Full-length instrumental hip-hop albums remain something of a rarity, though they’re becoming more commonly available (the retailer fatbeats.com specializes in them, and even releases some on its own record label). Much of my instrumental hip-hop collection is comprised of 12″ singles, which generally include the vocal-free version (and the a cappella) along with the actual song. For those just venturing into this field, producers worth seeking out include Alchemist, Just Blaze, DJ Muggs, and the late J Dilla. Dilla died at age 32 in 2006, and has become something of a martyr for old-school hip-hop production, and more broadly helped elevate the status of the instrumental.
As I’ve accumulated full-length albums in instrumental form, I’ve become fascinated by how the instrumental editions distinguish themselves visually from the original versions. Below are six examples of, in essence, what full-length instrumental hip-hop looks like:
The cover on the left is to the original, commercial release of Pete Rock and CL Smooth‘s The Main Ingredient (1994), their final album as a duo. The cover on the right is a collection of the instrumental versions of The Main Ingredient. Like many full-length hip-hop instrumental albums I’ve collected, the latter is not the most professional-looking item. The typography looks like an internal document from an Eastern European bureaucracy, and the jacket is as generic as white could be. At the risk of sounding naive, it’s quite likely a bootleg, though some independent record retailers have told me that rappers and hip-hop producers are often involved in funneling the instrumentals through other channels, with a DJ consumership in mind, when the labels that released the “proper” version decline to bring out a vocal-free version. The majority of full-length hip-hop instrumentals in my collection, heavy on the DJ Premiere (of Gang Starr) and various Wu Tang endeavors, look like The Main Ingredient.
When albums do get a proper label release, the art is often just affixed with an “Instrumentals” banner. For Dr. Dre‘s 2001 (1999), the “Instrumentals” notice replaces the “Parental Advisory” notice, which makes sense, since it’s the words, not the music, that caused the advisory to be there in the first place. What isn’t clear is why that Matrix-green marijuana leaf was removed at the same time.
One of the many benefits of an instrumental album is that the listener can focus on aural details that are masked when the rapping is present. Sometimes it’s the same case with the album covers, as with Pharcyde‘s debut album, Bizarre Ride II the Pharcyde (1992). The instrumental version divulges that the amusement-park ride depicted on the original cover is a detail of a larger illustration. When Pharcyde’s second album, Labcabincalifornia (1995), was released as an instrumental set, a similar graffiti-style “instrumentals” was scrawled across the original cover, and the group’s suits went from yellow to blue, likely to make a connection to the hue of the prior instrumentals collection. The instrumentals version of Labcabincalifornia retains the “Parental Advisory” notice, which seems odd.

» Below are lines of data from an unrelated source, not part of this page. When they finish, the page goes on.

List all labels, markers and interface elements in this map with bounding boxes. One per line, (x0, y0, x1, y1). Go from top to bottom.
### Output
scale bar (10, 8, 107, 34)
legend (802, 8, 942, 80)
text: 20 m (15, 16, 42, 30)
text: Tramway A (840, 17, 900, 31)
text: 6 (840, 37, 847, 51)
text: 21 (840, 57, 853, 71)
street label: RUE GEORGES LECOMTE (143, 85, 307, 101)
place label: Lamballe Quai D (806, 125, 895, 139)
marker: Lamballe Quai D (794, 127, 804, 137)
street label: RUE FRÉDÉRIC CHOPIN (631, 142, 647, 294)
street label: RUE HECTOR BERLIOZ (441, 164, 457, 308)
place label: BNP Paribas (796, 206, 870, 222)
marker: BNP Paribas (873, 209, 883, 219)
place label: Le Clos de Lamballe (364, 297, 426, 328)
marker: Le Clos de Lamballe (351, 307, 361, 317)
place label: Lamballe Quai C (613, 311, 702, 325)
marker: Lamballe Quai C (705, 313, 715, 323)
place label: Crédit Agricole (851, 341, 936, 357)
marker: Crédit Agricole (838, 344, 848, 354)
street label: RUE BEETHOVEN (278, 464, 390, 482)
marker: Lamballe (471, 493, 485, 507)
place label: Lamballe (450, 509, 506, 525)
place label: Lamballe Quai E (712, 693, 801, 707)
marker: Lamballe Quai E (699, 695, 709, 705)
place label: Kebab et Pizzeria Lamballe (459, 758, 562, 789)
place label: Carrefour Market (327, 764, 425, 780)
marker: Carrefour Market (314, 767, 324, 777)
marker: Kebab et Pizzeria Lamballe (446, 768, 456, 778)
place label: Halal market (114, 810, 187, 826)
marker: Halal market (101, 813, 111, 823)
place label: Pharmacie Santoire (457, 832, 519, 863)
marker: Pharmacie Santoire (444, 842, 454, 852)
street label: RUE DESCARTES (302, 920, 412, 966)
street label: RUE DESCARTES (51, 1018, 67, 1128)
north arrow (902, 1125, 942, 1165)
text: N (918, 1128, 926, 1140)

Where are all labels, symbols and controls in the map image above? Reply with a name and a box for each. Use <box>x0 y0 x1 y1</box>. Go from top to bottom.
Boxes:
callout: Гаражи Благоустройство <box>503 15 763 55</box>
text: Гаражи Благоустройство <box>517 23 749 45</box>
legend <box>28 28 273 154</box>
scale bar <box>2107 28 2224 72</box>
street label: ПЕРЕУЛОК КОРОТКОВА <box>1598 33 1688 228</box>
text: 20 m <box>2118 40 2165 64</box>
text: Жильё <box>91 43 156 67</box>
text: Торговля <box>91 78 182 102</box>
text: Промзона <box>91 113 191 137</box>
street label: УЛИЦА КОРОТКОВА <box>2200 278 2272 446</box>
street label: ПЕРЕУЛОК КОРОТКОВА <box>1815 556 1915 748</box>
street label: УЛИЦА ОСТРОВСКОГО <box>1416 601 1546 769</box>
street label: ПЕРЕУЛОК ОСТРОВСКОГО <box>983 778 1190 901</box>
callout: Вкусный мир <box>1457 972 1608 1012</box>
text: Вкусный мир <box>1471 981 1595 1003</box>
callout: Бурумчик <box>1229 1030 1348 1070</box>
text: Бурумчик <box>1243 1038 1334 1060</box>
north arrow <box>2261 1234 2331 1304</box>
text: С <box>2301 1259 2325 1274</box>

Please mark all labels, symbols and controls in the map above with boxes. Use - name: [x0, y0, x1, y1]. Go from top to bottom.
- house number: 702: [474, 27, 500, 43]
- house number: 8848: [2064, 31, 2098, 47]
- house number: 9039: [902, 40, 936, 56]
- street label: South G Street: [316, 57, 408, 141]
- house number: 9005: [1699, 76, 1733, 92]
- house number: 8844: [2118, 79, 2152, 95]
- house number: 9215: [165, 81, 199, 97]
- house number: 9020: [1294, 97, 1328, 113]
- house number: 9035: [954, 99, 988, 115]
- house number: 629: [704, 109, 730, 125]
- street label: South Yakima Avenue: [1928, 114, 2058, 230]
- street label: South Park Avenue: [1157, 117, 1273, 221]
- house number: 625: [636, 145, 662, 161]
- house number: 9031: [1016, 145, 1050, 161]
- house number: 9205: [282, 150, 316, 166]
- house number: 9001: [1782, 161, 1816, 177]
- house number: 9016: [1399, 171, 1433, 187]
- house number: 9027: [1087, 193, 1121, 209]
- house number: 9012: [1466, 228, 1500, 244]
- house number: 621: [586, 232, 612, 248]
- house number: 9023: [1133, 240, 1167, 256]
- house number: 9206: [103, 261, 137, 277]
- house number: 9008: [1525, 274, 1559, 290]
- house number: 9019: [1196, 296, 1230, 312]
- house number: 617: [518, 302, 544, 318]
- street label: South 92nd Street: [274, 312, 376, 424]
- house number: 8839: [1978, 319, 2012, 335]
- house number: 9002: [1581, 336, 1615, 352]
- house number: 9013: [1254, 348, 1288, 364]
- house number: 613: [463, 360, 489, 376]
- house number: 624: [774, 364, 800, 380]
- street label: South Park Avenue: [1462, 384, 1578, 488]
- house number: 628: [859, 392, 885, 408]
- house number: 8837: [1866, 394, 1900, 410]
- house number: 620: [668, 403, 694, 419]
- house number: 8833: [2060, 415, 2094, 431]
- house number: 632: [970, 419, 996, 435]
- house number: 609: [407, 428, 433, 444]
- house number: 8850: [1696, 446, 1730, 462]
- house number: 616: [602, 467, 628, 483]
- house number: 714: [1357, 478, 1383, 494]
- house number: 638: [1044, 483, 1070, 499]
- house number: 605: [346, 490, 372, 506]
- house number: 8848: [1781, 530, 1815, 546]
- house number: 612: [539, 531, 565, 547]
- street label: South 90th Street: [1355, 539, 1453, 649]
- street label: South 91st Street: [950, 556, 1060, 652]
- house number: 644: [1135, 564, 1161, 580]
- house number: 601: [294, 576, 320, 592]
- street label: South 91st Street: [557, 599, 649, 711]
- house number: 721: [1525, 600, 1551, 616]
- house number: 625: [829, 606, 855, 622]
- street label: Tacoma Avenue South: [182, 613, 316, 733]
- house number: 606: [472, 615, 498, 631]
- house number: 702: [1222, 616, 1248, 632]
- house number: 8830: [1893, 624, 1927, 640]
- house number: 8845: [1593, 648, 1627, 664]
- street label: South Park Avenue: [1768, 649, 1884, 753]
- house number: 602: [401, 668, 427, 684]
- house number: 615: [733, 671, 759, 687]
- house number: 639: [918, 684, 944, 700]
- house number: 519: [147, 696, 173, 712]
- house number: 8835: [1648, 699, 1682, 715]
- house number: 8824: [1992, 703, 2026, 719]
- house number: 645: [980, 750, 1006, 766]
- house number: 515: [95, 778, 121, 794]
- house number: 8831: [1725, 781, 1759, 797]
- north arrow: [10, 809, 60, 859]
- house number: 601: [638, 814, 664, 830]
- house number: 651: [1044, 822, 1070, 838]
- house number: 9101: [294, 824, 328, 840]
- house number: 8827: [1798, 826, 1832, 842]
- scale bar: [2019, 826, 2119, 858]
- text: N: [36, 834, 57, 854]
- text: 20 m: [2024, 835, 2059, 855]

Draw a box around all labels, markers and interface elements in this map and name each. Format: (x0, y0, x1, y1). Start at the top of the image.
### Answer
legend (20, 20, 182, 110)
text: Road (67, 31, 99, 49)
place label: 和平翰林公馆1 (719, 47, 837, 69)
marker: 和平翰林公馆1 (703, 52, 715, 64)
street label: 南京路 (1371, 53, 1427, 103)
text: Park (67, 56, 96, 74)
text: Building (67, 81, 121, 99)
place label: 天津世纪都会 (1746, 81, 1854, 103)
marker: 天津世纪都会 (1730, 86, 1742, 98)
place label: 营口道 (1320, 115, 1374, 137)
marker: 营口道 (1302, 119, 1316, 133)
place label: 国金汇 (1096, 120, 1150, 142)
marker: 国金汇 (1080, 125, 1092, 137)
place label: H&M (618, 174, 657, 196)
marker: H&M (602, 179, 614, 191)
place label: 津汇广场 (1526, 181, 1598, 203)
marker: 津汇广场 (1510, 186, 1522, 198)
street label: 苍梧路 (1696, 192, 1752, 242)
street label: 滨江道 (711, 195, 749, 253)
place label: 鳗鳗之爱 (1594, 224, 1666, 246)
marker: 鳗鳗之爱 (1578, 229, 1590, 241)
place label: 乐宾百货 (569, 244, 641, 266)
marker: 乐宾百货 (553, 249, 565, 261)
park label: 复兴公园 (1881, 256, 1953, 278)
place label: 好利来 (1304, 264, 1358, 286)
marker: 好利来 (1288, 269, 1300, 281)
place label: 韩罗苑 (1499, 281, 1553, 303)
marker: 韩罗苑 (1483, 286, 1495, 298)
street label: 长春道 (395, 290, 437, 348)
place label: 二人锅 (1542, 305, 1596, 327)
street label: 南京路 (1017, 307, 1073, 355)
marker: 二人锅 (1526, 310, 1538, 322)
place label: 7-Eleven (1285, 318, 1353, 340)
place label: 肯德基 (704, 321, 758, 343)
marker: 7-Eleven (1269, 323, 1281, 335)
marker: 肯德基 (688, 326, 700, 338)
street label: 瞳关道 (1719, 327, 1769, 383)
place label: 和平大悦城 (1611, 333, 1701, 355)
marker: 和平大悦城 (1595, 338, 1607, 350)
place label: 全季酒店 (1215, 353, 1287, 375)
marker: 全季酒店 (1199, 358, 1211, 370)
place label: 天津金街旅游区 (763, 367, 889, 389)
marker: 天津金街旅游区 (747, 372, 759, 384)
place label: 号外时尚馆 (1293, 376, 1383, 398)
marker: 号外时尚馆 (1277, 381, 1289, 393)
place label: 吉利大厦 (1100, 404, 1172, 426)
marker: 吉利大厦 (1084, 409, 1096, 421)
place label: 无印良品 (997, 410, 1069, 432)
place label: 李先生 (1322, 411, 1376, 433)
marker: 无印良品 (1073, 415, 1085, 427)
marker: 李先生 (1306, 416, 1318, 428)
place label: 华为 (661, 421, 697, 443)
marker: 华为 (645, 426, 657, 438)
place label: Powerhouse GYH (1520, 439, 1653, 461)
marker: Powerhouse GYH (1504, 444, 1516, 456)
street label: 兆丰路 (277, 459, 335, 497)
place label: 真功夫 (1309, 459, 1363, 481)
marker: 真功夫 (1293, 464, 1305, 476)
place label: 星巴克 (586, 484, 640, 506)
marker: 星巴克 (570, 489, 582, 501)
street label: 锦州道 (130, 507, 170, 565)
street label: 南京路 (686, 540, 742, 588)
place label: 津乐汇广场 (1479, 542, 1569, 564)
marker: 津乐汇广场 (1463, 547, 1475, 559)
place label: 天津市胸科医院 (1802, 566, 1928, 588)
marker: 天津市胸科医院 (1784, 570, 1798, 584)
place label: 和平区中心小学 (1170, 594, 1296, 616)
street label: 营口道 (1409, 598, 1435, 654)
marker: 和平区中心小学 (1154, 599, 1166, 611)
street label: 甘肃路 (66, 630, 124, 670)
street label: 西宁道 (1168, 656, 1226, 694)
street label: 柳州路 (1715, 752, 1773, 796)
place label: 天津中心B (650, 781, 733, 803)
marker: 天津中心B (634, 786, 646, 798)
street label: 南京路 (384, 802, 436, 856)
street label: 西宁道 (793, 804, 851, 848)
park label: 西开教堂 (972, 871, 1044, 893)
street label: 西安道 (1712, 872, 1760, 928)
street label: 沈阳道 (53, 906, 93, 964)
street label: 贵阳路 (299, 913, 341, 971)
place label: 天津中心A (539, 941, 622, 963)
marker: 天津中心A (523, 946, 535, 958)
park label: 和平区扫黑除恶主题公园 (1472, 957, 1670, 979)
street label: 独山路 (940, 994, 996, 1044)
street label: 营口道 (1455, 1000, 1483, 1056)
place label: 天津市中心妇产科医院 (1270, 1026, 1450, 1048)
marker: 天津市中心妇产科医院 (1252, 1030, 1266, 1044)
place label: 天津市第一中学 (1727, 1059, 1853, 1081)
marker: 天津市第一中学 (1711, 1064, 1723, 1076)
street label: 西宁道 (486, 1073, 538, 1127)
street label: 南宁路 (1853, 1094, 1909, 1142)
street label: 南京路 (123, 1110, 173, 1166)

Rapper Black Milk gets extra points for doing up a separate cover for the vocal-free version of Popular Demand (2007), in which he absents himself, along with his massive tour bus, from the proceedings. The shots were taken at the State Theatre in his native Detroit. What’s interesting is that he doesn’t leave behind his drum machine, which is tucked under his arm on the original full-length, since that no doubt is still heard on the instrumental version. He also dispenses with the telephone pole, which brings up the question as to whether it was really there in the first place, or was just drawn in for effect. (Plenty of images of the theater are available via Google, and while there are some trees and poles nearby, there’s doesn’t seem to be anything with that telephone-pole girth.) Furthermore, since Black Milk did much of the album production himself, it arguably wouldn’t have been misleading for him to have stayed in the picture. That’s in contrast with, say, the instrumental version of Common’s album Be, which minus Common’s rapping is, in essence, a solo album by Kanye West, who produced the majority of it.
At present time, this is my favorite cover to an instrumental hip-hop album. The jacket for Jurassic 5‘s Quality Control (2000) shows the rap group sitting on milk crates around a tree stump near a busy intersection. (Presumably the logo carved into the tree is a Photoshop trick — perhaps the stump itself is a prop.) The way the wide-angle lens frames the shot brings to mind Dr. Seuss’s classic story “The Jax” (from The Sneetches and Other Stories), in which freeways are constructed around two stubborn characters whose paths intersect (“In the prairie of Prax”). Anyhow, for the instrumental version of Quality Control, the band vacated the set, leaving behind the milk crates, which does a better job than the Black Milk album to telegraph that even though their voices aren’t present on the album, they are. It’s all the more funny that they left their headphones hanging on the stump.